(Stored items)
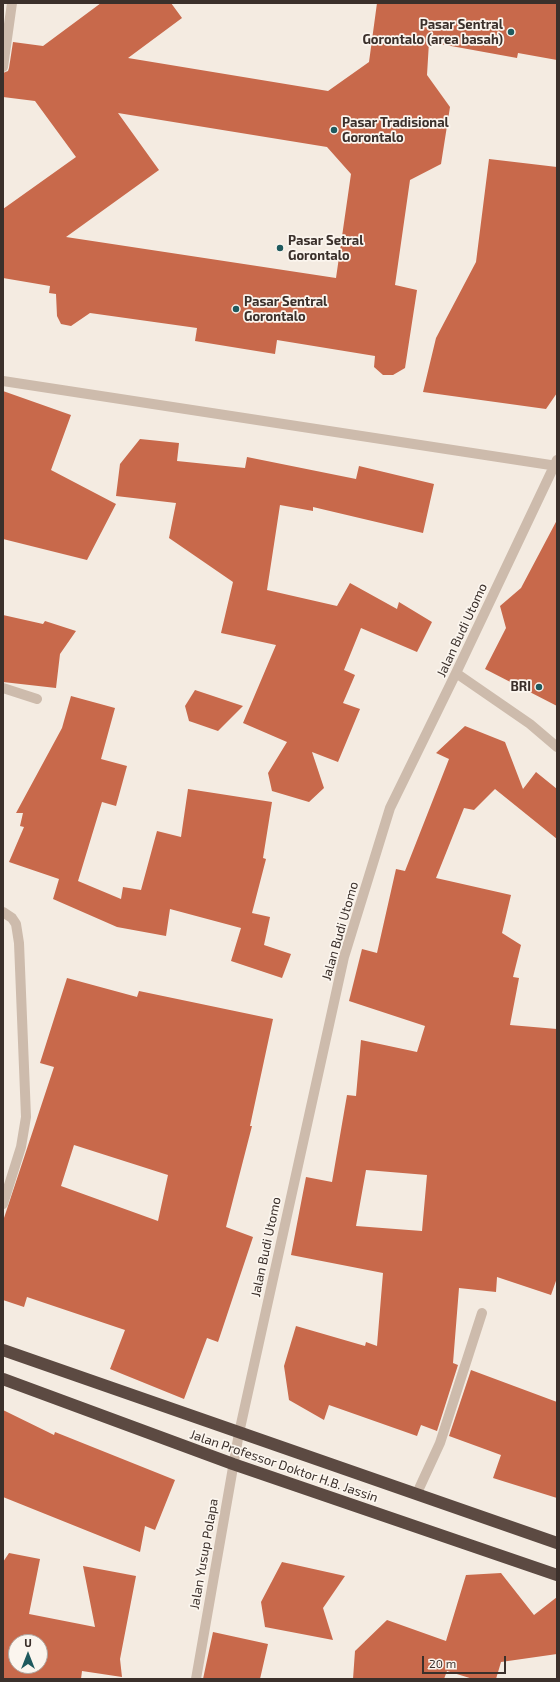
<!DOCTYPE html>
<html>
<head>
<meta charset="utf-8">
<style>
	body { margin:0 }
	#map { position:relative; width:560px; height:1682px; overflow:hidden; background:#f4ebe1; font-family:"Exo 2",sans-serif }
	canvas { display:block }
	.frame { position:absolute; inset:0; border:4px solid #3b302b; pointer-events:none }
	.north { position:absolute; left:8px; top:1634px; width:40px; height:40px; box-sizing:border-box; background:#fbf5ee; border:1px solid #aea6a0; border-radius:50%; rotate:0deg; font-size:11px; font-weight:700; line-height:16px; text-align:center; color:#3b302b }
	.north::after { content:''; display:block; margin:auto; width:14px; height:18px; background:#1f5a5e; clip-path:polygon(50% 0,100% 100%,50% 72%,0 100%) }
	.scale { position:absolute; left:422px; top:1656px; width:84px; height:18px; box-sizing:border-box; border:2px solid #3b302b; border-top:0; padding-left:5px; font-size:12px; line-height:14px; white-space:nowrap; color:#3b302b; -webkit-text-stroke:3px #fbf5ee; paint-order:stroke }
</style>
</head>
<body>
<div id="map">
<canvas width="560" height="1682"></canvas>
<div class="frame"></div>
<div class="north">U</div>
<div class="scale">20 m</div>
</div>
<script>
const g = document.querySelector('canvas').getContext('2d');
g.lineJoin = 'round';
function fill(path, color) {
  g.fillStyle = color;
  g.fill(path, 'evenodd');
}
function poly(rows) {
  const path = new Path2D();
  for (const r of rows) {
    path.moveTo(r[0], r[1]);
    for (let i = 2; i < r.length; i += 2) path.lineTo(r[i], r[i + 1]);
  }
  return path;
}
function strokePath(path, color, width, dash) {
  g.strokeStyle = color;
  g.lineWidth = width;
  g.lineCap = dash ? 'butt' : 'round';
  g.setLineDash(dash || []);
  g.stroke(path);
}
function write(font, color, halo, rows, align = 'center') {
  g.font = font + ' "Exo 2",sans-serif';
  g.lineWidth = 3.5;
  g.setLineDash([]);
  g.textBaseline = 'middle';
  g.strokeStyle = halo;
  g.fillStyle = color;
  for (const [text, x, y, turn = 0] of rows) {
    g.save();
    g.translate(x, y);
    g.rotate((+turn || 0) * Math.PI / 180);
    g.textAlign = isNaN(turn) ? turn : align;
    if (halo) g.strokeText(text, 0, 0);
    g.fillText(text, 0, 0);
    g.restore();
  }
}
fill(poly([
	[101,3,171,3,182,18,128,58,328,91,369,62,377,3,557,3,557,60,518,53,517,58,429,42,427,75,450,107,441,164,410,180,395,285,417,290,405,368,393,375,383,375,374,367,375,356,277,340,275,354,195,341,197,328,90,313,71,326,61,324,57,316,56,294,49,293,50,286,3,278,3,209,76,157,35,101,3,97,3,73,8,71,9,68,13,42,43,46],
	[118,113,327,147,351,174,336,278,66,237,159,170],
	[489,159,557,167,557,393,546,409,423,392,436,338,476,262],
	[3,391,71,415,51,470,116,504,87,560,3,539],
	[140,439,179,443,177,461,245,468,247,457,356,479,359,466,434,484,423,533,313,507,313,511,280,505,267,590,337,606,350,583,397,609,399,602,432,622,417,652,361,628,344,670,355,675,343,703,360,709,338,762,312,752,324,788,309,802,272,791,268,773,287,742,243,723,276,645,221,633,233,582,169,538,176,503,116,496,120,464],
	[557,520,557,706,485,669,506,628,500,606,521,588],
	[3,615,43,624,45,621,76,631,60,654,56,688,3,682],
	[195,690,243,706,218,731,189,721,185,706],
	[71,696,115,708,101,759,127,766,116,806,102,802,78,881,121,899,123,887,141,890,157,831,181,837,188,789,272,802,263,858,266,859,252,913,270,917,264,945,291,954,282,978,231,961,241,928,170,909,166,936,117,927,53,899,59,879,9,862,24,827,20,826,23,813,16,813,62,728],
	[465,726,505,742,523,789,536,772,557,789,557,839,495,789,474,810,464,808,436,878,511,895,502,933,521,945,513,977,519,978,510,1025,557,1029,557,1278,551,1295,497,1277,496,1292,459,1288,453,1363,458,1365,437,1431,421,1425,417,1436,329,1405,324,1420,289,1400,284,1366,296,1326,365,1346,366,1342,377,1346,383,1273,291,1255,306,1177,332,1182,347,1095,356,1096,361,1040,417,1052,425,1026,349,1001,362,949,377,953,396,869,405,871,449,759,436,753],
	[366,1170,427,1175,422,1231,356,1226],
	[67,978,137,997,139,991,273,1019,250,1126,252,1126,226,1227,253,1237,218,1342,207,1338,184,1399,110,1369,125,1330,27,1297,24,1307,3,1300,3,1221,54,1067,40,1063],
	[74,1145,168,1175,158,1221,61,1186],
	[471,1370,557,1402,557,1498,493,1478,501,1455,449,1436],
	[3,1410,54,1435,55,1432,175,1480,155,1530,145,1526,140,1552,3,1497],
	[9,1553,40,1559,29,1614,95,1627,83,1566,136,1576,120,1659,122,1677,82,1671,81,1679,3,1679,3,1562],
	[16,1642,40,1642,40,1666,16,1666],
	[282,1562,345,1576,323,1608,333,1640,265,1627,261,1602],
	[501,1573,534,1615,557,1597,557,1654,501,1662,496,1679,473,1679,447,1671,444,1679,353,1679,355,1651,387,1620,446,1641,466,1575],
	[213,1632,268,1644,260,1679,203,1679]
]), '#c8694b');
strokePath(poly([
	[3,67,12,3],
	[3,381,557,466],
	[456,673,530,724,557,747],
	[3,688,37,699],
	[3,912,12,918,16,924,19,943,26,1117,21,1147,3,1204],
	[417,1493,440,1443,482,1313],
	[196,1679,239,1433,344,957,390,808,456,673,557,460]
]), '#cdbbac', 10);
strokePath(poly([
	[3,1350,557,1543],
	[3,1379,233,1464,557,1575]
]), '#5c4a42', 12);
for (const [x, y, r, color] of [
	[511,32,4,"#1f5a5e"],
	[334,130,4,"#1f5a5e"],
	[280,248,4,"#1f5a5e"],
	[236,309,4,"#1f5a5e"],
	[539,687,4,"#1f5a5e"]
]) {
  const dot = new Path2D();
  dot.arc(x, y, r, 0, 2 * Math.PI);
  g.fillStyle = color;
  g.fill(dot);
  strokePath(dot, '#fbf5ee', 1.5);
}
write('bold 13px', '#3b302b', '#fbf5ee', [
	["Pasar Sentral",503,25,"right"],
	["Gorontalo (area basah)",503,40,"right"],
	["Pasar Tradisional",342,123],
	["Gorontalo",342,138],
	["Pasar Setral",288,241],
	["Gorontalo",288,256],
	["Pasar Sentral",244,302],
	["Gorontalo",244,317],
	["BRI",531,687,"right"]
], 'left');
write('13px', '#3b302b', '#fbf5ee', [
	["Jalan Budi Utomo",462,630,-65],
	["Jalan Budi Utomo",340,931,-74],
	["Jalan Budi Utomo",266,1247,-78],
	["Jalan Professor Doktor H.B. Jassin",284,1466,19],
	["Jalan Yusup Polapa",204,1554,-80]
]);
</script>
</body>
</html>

--

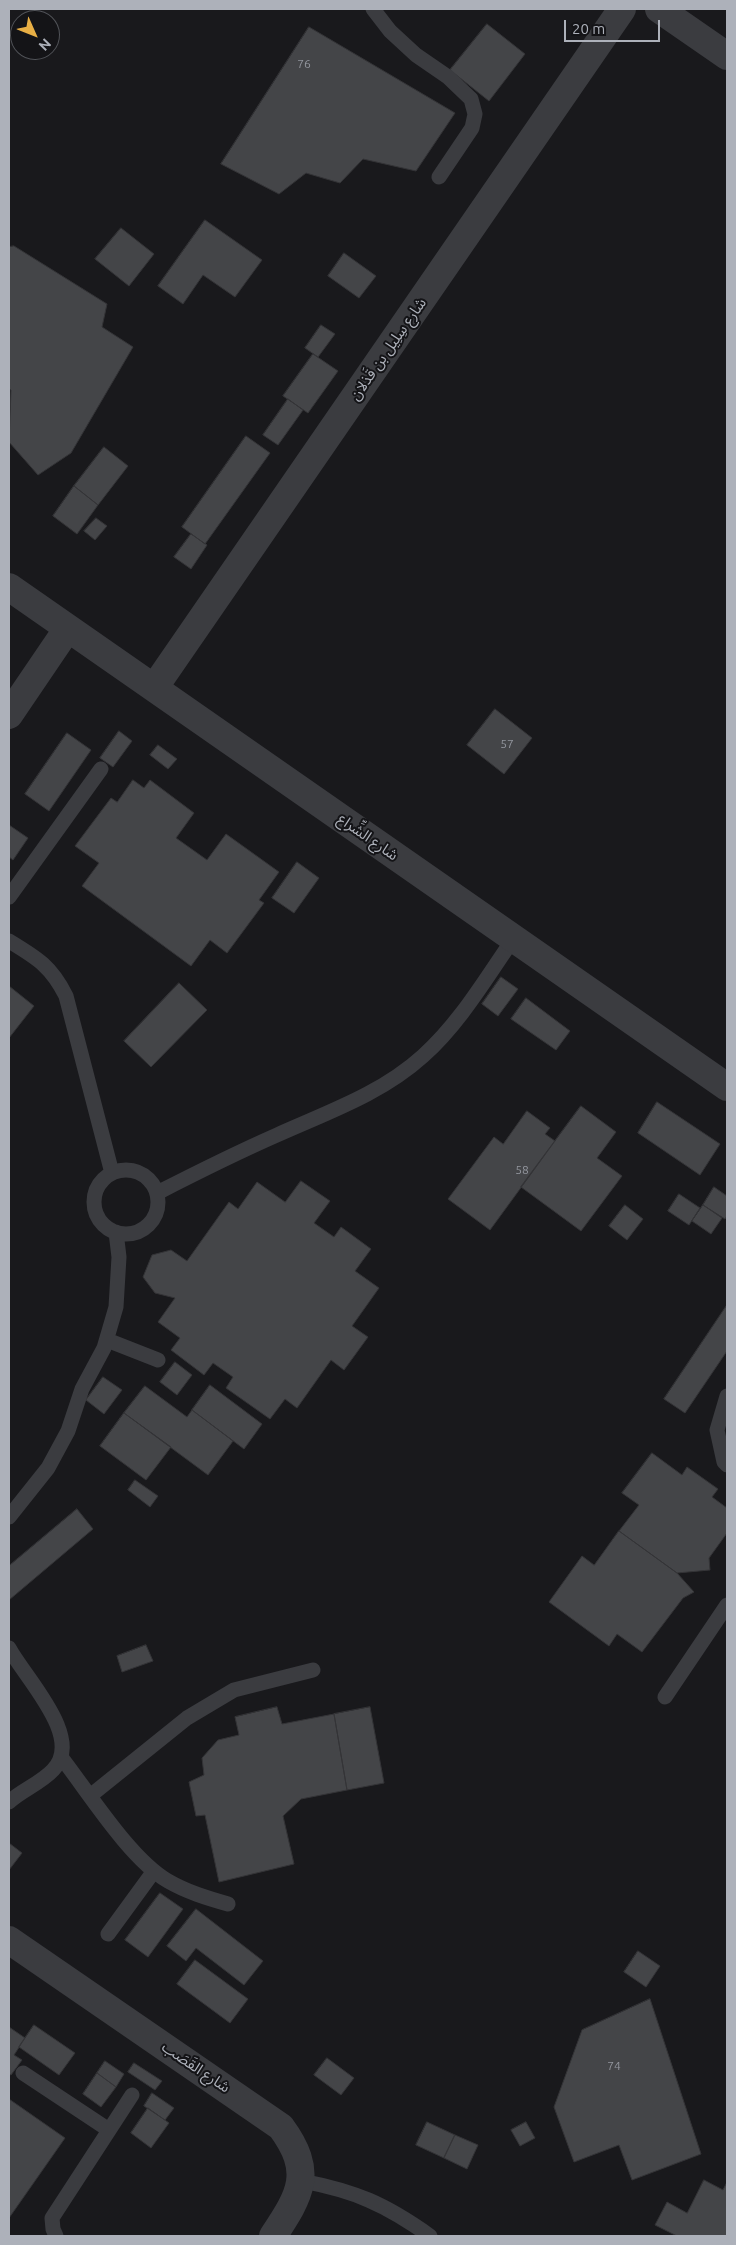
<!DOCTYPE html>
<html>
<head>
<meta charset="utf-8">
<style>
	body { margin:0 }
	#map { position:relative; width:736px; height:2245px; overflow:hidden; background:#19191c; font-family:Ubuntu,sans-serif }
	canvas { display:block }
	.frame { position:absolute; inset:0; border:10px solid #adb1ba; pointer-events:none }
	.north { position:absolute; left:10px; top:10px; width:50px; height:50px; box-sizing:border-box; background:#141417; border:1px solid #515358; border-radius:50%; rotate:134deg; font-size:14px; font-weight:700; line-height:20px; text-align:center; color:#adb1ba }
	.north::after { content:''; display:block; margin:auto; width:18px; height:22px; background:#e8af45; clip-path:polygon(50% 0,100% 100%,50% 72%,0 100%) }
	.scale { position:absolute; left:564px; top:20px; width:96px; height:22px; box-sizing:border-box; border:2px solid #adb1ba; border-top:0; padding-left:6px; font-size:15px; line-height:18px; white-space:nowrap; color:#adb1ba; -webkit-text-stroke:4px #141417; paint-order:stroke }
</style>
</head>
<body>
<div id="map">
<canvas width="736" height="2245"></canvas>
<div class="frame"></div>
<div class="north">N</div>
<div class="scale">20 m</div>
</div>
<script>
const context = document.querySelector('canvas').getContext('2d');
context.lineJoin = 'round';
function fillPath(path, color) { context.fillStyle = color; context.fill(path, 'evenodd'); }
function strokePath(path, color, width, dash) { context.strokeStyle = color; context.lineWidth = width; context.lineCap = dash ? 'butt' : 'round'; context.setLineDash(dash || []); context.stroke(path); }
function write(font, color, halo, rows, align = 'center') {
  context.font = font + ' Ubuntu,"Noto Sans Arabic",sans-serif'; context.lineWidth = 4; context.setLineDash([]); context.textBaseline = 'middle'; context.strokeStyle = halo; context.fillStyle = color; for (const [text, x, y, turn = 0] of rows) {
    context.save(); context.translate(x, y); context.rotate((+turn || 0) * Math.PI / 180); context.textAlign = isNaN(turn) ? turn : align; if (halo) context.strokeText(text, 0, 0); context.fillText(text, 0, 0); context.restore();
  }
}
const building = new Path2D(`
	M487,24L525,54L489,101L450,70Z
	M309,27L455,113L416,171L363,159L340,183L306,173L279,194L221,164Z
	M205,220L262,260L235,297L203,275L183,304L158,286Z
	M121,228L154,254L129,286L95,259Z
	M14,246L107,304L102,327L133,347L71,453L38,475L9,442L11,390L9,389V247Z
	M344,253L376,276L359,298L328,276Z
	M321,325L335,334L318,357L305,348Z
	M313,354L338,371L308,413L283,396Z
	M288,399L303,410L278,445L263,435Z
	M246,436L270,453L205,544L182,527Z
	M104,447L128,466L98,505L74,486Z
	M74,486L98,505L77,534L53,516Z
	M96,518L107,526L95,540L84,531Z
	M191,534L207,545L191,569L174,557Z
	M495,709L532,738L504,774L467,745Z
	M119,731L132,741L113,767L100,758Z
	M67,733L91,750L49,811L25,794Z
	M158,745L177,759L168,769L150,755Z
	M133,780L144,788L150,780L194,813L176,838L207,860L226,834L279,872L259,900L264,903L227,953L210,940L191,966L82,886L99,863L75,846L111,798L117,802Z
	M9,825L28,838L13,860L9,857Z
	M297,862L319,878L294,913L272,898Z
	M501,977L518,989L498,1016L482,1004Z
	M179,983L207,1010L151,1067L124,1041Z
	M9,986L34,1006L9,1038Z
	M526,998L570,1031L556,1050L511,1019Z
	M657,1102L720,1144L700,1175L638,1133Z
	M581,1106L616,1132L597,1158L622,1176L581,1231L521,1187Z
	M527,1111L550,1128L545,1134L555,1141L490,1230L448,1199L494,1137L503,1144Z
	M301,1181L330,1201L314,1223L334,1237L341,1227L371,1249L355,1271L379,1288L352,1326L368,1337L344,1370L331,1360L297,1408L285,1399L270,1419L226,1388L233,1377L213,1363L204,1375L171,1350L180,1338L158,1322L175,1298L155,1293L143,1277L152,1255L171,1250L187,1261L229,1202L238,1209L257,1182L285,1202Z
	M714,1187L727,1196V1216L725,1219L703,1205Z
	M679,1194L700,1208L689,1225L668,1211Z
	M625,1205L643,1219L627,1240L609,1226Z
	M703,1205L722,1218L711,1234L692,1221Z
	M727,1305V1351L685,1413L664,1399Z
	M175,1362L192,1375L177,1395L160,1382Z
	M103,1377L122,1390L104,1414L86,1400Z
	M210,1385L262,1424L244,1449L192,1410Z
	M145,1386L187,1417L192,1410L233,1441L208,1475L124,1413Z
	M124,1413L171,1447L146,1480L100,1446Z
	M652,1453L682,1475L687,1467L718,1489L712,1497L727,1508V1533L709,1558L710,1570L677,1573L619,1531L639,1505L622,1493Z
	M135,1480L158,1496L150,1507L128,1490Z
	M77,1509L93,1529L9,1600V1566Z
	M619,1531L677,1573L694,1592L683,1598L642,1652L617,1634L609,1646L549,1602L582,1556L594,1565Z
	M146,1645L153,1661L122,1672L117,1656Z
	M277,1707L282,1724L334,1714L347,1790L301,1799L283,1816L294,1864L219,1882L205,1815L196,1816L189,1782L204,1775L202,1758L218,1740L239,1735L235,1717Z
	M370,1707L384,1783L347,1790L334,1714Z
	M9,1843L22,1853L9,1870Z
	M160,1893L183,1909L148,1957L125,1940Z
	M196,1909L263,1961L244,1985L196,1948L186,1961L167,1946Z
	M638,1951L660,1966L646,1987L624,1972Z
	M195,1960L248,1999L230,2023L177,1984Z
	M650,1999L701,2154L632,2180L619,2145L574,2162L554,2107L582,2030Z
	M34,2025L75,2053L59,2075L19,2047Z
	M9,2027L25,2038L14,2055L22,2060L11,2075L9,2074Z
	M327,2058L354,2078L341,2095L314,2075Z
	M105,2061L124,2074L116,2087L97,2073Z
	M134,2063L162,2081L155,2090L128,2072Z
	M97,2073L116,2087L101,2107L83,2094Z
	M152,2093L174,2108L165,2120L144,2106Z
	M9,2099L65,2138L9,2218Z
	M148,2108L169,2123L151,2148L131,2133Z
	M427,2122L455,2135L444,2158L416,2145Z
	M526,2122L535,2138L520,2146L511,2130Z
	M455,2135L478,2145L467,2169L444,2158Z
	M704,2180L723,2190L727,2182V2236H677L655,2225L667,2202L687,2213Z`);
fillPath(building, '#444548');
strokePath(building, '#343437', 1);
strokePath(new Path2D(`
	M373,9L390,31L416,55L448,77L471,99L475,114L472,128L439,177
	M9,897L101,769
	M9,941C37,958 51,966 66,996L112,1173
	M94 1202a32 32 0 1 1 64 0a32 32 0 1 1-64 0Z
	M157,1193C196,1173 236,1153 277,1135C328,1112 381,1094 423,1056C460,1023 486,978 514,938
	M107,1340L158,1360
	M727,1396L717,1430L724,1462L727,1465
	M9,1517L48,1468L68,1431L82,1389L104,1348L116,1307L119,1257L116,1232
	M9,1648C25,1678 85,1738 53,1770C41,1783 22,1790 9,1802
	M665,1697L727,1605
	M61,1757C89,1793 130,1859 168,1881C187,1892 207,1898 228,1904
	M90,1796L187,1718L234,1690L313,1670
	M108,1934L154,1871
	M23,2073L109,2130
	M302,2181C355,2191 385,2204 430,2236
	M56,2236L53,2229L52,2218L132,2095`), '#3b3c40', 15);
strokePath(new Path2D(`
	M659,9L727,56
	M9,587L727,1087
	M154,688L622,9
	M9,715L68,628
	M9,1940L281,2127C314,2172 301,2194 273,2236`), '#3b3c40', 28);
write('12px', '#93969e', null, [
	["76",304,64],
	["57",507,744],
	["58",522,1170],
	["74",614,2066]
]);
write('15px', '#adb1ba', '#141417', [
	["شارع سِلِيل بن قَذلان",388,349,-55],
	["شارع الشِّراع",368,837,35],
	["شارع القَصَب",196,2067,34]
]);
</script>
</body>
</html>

* _What needs to be done_:
Copy exactly the stretch of data above from the line with "g.setLineDash([]);" through the line with "g.textAlign = isNaN(turn) ? turn : align;", and omit all other lines.

* _Reply to the task_:
  g.setLineDash([]);
  g.textBaseline = 'middle';
  g.strokeStyle = halo;
  g.fillStyle = color;
  for (const [text, x, y, turn = 0] of rows) {
    g.save();
    g.translate(x, y);
    g.rotate((+turn || 0) * Math.PI / 180);
    g.textAlign = isNaN(turn) ? turn : align;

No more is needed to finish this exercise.